*TASK GOAL*. State how many lines in this listing include the word "shadow", and nothing else.

*DATA EXTRACT*.
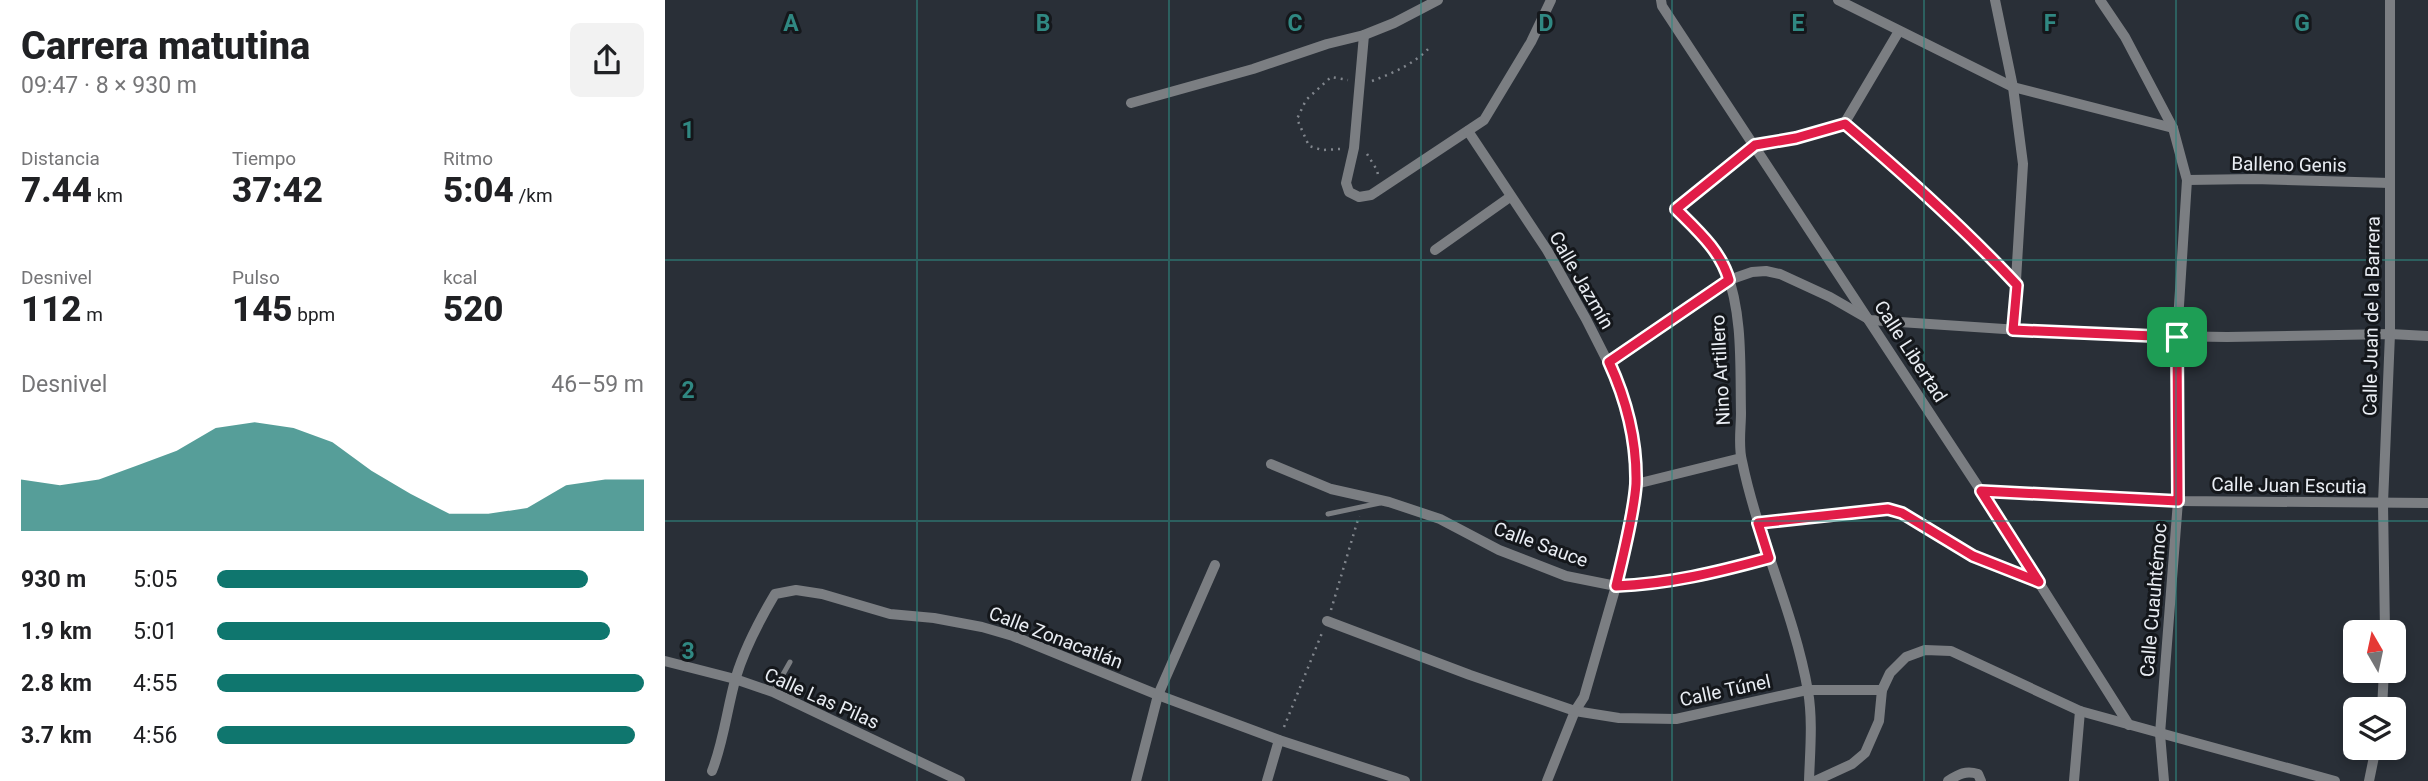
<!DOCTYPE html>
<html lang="es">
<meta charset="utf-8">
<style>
:root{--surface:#fff;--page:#f2f2f2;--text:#202124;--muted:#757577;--accent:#0f766e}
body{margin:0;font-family:Roboto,sans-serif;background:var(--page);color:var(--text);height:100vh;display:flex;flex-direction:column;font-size:26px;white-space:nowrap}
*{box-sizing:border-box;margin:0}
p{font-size:23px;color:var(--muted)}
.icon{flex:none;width:38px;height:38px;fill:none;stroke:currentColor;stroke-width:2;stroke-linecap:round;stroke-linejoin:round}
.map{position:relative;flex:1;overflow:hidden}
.sheet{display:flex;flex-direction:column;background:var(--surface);width:665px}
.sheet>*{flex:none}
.needle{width:46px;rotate:351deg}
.fabs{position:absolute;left:1678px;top:620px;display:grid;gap:14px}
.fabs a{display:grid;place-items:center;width:63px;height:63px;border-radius:10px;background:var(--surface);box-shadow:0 4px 10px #0003;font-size:35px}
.pin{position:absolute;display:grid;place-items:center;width:60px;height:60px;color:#fff;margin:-30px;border-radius:14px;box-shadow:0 4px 10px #0006}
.round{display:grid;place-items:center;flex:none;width:74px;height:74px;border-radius:10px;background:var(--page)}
.headline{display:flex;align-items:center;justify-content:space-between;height:119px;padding:0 21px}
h1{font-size:38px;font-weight:800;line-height:52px}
.figures{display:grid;grid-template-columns:repeat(3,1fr);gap:10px;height:119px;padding:7px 21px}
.figures div{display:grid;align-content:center}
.figures b{font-size:35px;font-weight:800}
.figures small{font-size:19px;font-weight:400}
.figures p{font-size:19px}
.chart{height:196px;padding:14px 21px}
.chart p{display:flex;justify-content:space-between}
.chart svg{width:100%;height:126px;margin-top:7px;fill:var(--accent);opacity:.7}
ul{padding:0 21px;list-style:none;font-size:23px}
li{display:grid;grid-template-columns:112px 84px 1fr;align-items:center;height:52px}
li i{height:18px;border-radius:9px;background:var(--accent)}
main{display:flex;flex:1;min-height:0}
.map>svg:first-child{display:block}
</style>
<main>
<section class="sheet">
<div class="headline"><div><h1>Carrera matutina</h1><p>09:47 · 8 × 930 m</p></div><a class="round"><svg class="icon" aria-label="share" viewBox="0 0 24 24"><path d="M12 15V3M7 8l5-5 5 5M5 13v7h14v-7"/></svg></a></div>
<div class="figures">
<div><p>Distancia</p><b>7.44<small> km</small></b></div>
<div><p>Tiempo</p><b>37:42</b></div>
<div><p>Ritmo</p><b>5:04<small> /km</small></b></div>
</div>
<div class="figures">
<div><p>Desnivel</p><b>112<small> m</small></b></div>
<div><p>Pulso</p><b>145<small> bpm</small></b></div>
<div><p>kcal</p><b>520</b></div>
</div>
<div class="chart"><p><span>Desnivel</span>46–59 m</p>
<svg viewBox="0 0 160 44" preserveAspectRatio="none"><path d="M0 44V26L10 28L20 26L30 21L40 16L50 8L60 6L70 8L80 13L90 23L100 31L110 38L120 38L130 36L140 28L150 26L160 26V44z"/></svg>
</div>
<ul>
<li><b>930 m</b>5:05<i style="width:87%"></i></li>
<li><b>1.9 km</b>5:01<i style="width:92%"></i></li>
<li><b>2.8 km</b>4:55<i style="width:100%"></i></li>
<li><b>3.7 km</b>4:56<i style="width:98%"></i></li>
</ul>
</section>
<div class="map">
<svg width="1763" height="781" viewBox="0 0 1763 781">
<rect width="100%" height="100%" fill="#292f37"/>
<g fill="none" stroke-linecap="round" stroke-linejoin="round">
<g stroke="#81868d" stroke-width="2.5" stroke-dasharray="2 5" stroke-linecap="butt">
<path d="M707,81c21,-8 42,-17 57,-33"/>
<polyline points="675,149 657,150 644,146 632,119 641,100 666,77 683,80"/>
<polyline points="702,154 712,170 713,175"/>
<polyline points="1022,200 1079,153"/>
<polyline points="666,610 694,516"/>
<polyline points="619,727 657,633"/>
</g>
<g stroke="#7b7e82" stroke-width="5">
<polyline points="663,514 715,503"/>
<polyline points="108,692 125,662"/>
</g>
<g stroke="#7b7e82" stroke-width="10">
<polyline points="996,0 997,6 1316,491 1464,725"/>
<polyline points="1173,0 1348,87 1508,128"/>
<polyline points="1330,0 1348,87 1358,164 1348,330"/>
<polyline points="1435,0 1460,37 1508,128 1522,180 1512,337 1513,501 1495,734 1499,781"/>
<polyline points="699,35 689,148 681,183 684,192 694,197 706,195 819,120 866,42 886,0"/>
<polyline points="466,103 588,69 662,44 699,35 729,23 773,0"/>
<path d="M1179,124c61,51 119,103 173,161"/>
<polyline points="1179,124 1234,31"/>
<polyline points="803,131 882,250 921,319 957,390 965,423 971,484 951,586 919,697 910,711 882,781"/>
<polyline points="1090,144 1131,138 1179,124"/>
<polyline points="1522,180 1589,179 1725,183"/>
<path d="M1011,209c18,18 42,37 50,61 17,45 14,96 15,143 0,15 -3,33 1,48 16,78 52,151 66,230 5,30 2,60 1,90"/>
<polyline points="770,250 845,197"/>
<polyline points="944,362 1064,280 1087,272 1101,271 1115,274 1165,297 1205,320 1430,335 1562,337 1725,334 1763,336"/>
<polyline points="606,464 666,489 724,502 775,519 834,550 901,576 951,586 981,585 1043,575 1104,557"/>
<polyline points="971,484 1076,458"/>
<polyline points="1316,491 1513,501 1763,503"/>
<polyline points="1093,523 1223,509 1237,513 1308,557 1374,582"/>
<polyline points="662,621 805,675 910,711 954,718 1011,719 1142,690 1217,690"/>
<polyline points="1720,632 1718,503 1725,334 1725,0"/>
<polyline points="0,661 70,679 108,692 295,781"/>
<polyline points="1717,709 1719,670"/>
<path d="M47,771c12,-30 15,-63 24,-94 9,-30 23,-56 39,-83l21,-4 26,4 68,20 44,4 48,9 31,9 145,59 121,45 126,41"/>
<polyline points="471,781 493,695 550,565"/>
<polyline points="602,781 614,740"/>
<polyline points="1150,781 1187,764 1200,753 1214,721 1217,690 1225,673 1241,657 1260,650 1286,651 1415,711 1670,781"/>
<path d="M1283,781c11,-7 18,-11 30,-7l3,7"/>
<polyline points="1409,781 1415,711"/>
<polyline points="1704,781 1711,747"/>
</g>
</g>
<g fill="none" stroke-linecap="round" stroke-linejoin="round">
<g stroke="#fff" stroke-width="14">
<path id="route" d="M1180,124c60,51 118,103 172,161l-4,45 164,7 1,164 -197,-10 58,91 -66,-26 -71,-43 -14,-4 -130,14 11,35c-51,14 -100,26 -153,28 7,-30 18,-72 20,-102 1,-42 -10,-85 -27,-122l120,-82c-8,-29 -32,-50 -53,-71l79,-64 41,-7z"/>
</g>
<use href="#route" stroke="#e11d48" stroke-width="9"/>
</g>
<path fill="none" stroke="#308882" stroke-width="2" stroke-opacity="0.55" d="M252,0v781M504,0v781M756,0v781M1007,0v781M1259,0v781M1511,0v781M0,260h1763M0,521h1763"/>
<g text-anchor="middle" stroke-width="6" stroke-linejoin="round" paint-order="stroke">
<g font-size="19" fill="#e9edf3" stroke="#14171b">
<text transform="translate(1624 164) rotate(1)" y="7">Balleno Genis</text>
<text transform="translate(917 280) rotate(60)" y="7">Calle Jazmín</text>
<text transform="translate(1706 316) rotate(-89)" y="7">Calle Juan de la Barrera</text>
<text transform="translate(1246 351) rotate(57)" y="7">Calle Libertad</text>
<text transform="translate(1055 370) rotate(-93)" y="7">Nino Artillero</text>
<text transform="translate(1624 485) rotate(1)" y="7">Calle Juan Escutia</text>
<text transform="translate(876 544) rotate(20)" y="7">Calle Sauce</text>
<text transform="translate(1488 600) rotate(-85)" y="7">Calle Cuauhtémoc</text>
<text transform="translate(391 637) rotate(21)" y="7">Calle Zonacatlán</text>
<text transform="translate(1060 690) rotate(-12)" y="7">Calle Túnel</text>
<text transform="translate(157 698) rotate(24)" y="7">Calle Las Pilas</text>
</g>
</g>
<g font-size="23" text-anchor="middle" font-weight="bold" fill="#308882" stroke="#14171b" stroke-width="6" stroke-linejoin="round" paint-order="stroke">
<text x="126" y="31">A</text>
<text x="378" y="31">B</text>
<text x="630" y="31">C</text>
<text x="881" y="31">D</text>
<text x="1133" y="31">E</text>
<text x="1385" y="31">F</text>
<text x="1637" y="31">G</text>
<text x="23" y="138">1</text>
<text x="23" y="398">2</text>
<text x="23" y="659">3</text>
</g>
</svg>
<div class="fabs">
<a><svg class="needle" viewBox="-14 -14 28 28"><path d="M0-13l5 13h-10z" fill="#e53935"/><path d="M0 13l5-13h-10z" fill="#757577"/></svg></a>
<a><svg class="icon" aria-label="layers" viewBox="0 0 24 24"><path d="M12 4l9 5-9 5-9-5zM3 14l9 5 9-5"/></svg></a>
</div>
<div class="pin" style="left:1512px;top:337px;background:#1e9e55"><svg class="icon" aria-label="arrive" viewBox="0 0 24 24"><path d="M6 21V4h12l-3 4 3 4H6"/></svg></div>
</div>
</main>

*RESPONSE*. 2